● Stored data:
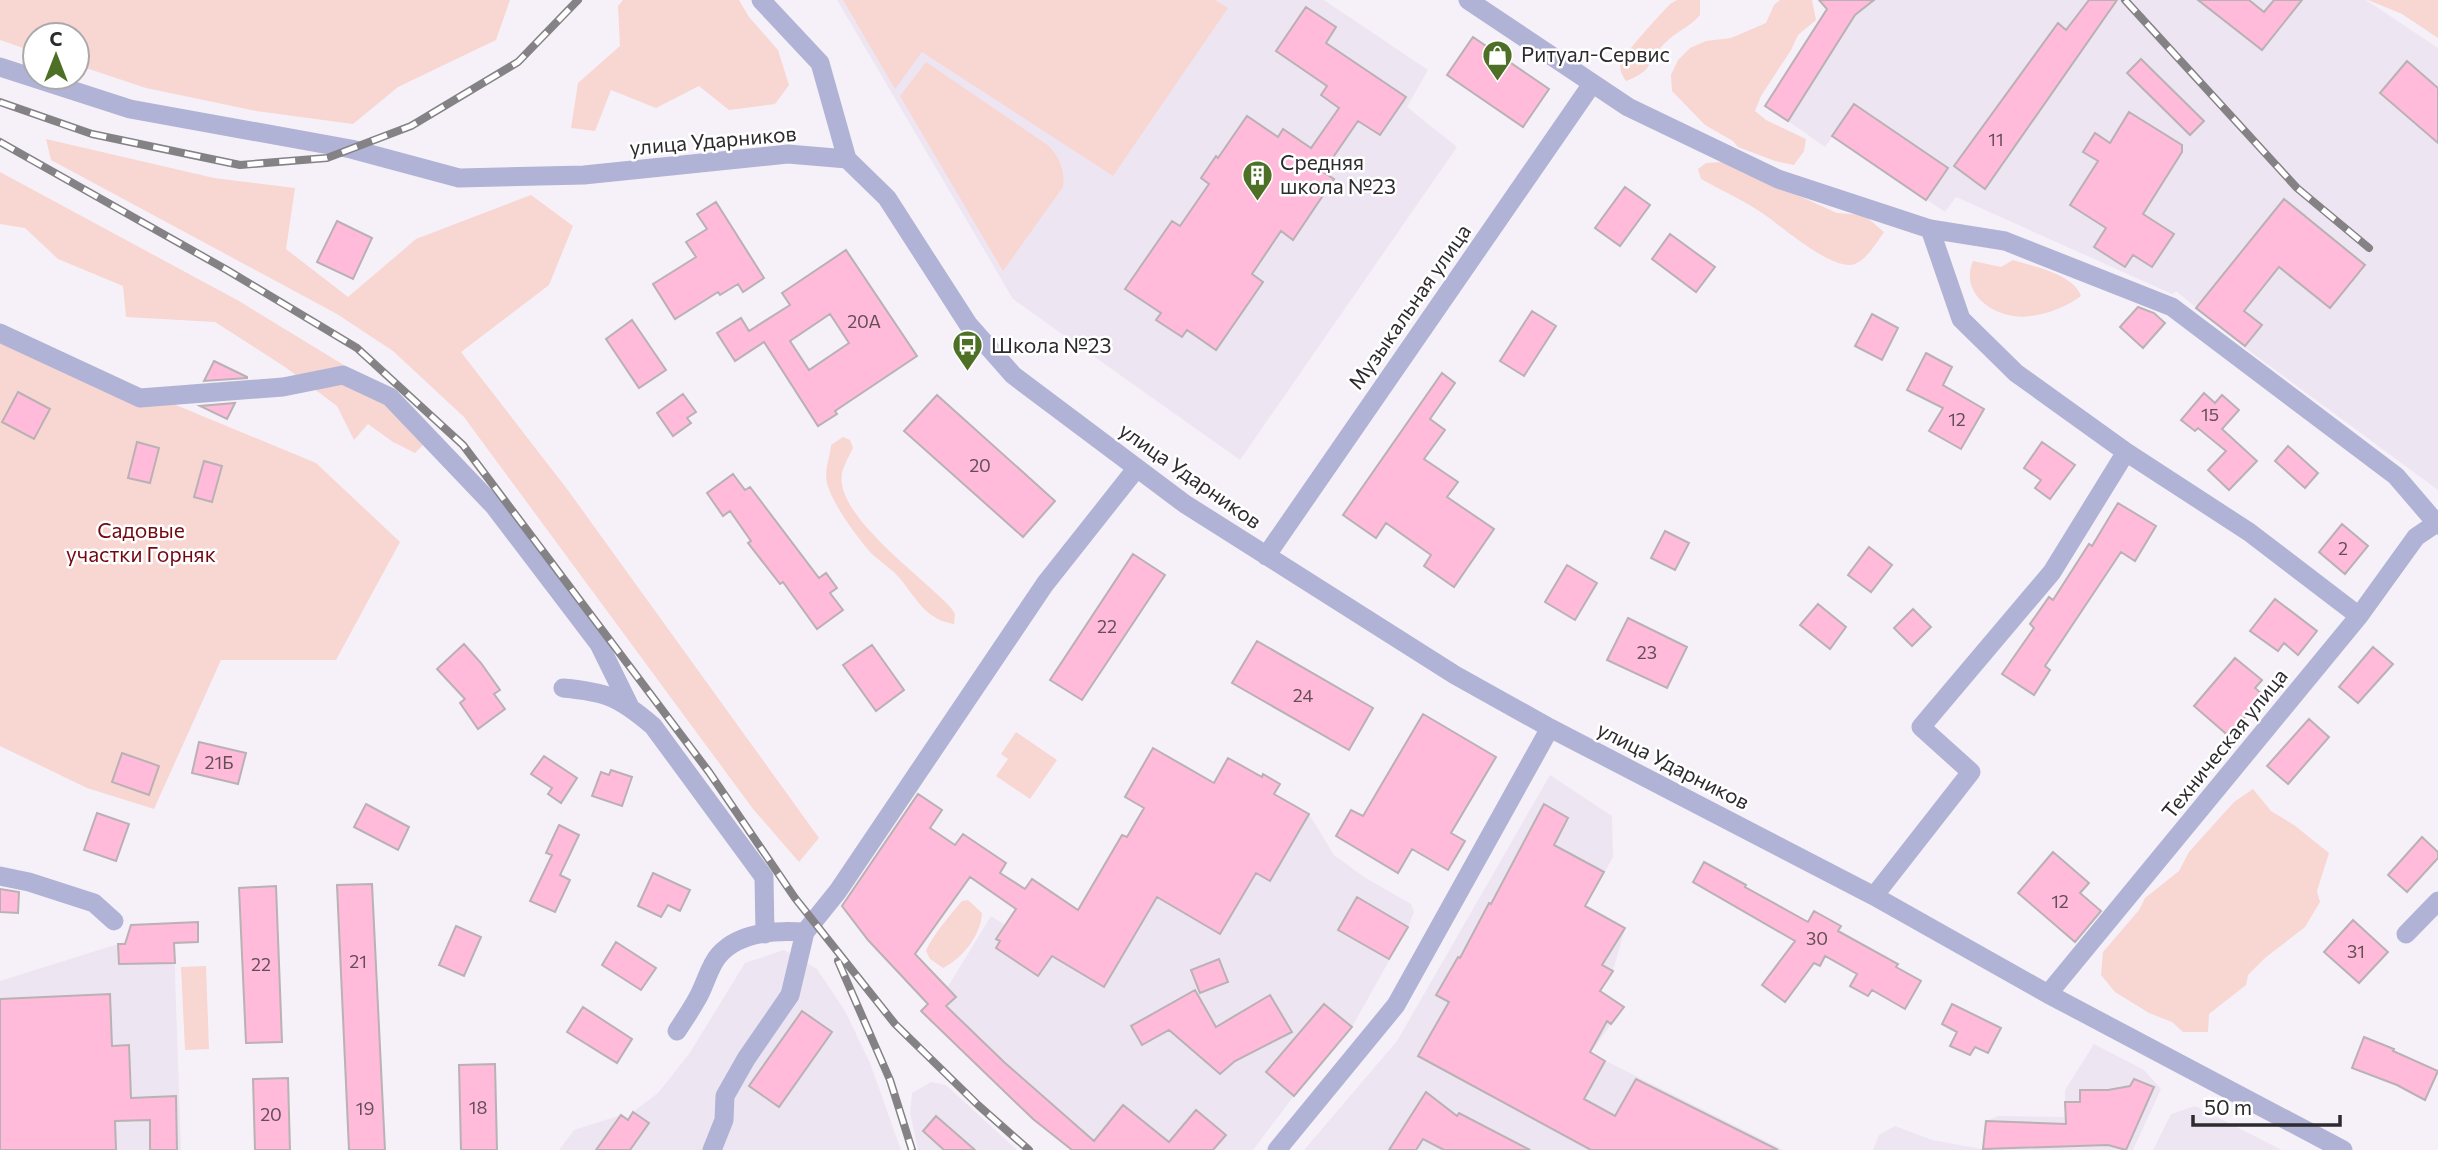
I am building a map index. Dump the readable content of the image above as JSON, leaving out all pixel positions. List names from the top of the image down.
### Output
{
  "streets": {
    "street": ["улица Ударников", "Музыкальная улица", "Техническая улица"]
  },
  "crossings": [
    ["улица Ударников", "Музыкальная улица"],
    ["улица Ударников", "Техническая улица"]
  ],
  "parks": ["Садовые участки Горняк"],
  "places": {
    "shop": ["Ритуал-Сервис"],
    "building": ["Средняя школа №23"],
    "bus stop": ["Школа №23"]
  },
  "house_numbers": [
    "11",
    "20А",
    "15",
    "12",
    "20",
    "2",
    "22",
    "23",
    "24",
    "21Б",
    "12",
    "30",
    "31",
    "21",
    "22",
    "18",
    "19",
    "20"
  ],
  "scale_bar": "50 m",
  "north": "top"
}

● Task goal: The data above, line by line: transcribe it exactly and drop the pictures.

● Output of the task:
I am building a map index. Dump the readable content of the image above as JSON, leaving out all pixel positions. List names from the top of the image down.
### Output
{
  "streets": {
    "street": ["улица Ударников", "Музыкальная улица", "Техническая улица"]
  },
  "crossings": [
    ["улица Ударников", "Музыкальная улица"],
    ["улица Ударников", "Техническая улица"]
  ],
  "parks": ["Садовые участки Горняк"],
  "places": {
    "shop": ["Ритуал-Сервис"],
    "building": ["Средняя школа №23"],
    "bus stop": ["Школа №23"]
  },
  "house_numbers": [
    "11",
    "20А",
    "15",
    "12",
    "20",
    "2",
    "22",
    "23",
    "24",
    "21Б",
    "12",
    "30",
    "31",
    "21",
    "22",
    "18",
    "19",
    "20"
  ],
  "scale_bar": "50 m",
  "north": "top"
}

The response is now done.